Author: Noel Hemphill|Noel Hemphill|Noel Hemphill
This past Saturday, Occidental students clothed in every animal print imaginable packed into the former Alpha Tau Omega (ATO) house. It was sweaty and crowded, but the energy in the room was undeniable. On top of a makeshift stage, sophomore Jordan Whaley (stage name Dienasty) stood, microphone in hand, words flying out of his mouth as he rapped effortlessly over the noisy throng of students. The crowd moved with the music, feeling the rhythm and nodding along with every beat.
This is the dream of seniors Sam Stapleton and Julian Leon along with Whaley. One quiet Occidental night in late April, the three sat around a computer, watching a live stream of the 2012 Coachella Music Festival. They were miles away from the action yet were entranced by the experience. Dr. Dre and Snoop Dogg were claiming the stage as their own and the audience howled in adoration. The feeling of the crowd transported through the screen and sparked the imagination of the three men.
“We thought to ourselves, ‘what if we threw an event and had Jordan perform at it?'” Stapleton said.
It all took off from there.
The many Occidental students not attending Coachella that weekend flocked to their party. Students at the renowned musical festival in Indio, Calif. heard about the event and asked for another to be held as soon as possible once they had returned to campus.
“It ended up a lot better than we thought it could be,” Stapleton said. “We ended up throwing another one the week after!”
The group soon came up with the name Black Bottles Entertainment, or BBE, for their event planning organization. The trio is a versatile group who takes pride in making each event more than an average Occidental party. Stapleton believes that the biggest hole in Occidental parties is that they are not always memorable.
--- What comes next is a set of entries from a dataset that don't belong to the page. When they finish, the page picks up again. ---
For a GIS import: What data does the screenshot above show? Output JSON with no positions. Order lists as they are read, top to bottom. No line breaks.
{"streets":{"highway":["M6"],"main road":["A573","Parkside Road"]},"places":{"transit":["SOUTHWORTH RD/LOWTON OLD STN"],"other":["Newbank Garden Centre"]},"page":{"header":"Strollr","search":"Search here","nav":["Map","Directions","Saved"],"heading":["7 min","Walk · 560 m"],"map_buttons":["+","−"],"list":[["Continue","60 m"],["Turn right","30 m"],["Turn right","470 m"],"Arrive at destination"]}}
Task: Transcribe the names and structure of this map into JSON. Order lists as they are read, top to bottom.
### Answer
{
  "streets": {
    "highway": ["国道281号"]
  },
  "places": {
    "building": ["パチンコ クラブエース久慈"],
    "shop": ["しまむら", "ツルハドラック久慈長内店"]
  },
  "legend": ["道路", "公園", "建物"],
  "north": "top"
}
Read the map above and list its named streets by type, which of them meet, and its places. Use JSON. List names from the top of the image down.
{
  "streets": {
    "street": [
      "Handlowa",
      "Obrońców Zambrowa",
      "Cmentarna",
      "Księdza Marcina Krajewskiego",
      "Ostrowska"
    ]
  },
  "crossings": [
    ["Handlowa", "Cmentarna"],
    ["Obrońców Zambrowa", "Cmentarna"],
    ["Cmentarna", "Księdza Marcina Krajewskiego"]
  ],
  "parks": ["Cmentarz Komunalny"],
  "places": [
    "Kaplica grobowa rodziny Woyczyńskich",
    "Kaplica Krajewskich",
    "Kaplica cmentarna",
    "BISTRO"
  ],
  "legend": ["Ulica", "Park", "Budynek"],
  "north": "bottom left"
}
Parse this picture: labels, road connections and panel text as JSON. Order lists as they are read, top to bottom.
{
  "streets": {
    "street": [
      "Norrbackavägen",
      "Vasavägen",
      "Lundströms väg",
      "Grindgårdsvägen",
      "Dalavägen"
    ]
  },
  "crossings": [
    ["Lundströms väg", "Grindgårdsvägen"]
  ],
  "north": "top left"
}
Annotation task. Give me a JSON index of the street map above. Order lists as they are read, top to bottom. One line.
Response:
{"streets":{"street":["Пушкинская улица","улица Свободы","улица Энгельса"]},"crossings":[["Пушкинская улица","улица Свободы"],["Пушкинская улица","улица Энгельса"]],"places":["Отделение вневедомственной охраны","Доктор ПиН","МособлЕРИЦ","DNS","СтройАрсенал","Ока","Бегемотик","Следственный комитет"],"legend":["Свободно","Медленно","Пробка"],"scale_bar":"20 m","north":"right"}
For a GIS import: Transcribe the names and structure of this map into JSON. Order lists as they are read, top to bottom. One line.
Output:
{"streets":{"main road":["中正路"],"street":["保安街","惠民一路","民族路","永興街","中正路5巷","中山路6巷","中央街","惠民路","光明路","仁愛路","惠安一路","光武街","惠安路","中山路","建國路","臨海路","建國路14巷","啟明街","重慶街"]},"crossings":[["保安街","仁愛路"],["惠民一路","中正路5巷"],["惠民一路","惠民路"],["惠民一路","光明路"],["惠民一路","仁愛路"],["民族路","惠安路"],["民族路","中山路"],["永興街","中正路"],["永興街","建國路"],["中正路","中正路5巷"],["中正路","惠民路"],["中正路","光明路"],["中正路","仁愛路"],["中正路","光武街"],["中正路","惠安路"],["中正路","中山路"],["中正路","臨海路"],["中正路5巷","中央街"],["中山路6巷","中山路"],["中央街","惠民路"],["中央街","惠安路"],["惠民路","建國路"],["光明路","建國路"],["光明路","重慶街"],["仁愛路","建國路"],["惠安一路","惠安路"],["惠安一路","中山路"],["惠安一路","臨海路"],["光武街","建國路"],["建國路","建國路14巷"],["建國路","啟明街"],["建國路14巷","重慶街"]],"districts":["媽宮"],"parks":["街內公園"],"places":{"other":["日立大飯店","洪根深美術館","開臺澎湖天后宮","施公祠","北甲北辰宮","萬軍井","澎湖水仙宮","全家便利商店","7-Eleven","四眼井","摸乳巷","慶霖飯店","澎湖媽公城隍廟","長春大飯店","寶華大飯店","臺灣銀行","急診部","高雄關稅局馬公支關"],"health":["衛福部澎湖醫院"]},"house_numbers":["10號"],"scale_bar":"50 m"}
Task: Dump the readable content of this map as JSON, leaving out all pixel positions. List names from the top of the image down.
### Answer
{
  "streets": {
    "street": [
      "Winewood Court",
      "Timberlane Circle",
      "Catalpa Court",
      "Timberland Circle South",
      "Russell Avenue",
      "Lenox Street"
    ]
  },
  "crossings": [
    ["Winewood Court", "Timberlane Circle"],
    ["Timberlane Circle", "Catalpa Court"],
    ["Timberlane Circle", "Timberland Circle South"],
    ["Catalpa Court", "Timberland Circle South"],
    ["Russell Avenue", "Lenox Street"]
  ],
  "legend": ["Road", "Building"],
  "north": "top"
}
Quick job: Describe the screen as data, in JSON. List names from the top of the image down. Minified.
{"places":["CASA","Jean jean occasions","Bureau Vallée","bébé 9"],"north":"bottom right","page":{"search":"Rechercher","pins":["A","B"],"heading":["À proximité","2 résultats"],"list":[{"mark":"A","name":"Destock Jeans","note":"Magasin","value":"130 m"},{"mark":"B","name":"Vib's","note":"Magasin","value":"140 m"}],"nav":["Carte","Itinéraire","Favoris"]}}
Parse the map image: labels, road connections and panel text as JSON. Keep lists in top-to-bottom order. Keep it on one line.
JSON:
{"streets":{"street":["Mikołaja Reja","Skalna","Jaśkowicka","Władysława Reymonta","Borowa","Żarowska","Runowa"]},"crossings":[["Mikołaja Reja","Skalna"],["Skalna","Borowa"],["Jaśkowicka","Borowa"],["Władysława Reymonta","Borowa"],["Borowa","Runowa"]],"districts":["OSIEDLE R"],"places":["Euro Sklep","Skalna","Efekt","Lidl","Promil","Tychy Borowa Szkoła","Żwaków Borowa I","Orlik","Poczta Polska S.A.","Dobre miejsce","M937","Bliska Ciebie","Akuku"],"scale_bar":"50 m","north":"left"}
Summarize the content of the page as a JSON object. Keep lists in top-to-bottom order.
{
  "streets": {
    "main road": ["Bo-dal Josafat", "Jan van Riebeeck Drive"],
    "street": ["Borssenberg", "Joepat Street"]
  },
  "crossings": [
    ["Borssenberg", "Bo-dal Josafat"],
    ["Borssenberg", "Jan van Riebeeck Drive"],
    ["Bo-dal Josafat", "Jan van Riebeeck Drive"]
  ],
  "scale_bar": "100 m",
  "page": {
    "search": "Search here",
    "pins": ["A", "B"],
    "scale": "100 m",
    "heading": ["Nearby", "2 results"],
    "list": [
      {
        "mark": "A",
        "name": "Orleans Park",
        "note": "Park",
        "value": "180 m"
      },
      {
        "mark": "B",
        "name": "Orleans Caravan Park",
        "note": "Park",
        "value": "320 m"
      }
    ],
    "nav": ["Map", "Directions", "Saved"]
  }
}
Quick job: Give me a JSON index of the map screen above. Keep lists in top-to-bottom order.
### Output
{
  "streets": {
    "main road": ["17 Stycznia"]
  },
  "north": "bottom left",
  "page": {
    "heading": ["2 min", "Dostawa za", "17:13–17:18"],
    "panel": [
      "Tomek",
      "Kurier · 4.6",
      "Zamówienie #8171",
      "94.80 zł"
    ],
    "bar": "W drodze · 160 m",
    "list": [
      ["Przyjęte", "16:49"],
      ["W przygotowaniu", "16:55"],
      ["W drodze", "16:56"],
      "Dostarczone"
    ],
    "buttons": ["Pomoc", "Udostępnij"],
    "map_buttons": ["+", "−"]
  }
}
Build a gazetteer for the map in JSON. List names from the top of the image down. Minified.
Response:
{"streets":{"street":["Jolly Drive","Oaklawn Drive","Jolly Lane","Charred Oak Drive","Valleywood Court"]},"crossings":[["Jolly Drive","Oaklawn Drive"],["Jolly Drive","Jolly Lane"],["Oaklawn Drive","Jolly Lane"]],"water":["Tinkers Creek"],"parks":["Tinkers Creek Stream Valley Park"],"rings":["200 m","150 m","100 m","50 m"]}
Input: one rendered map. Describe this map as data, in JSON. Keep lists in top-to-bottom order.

With BBE, the aim is to create an event – whether that be a nighttime party or a casual day time pool party – that has energy, fun, and a musical element.
“Ragers are the most fun to plan, I will say that,” Whaley said. ”[But] we have a wide range of different things we are trying to do, like kick-backs and artist showcases where it is just so focused on the music and there doesn’t need to be a sip of alcohol involved.”
The group’s love of music is what started BBE, creating a central focus of a live musical act to entertain guests at every event. These events can different types of musical acts, from Whaley rapping, a DJ spinning a live set or a band of Occidental seniors called Simian Pillage. BBE wants to make sure that music is the focus so that the talented Occidental musicians can get the exposure they deserve.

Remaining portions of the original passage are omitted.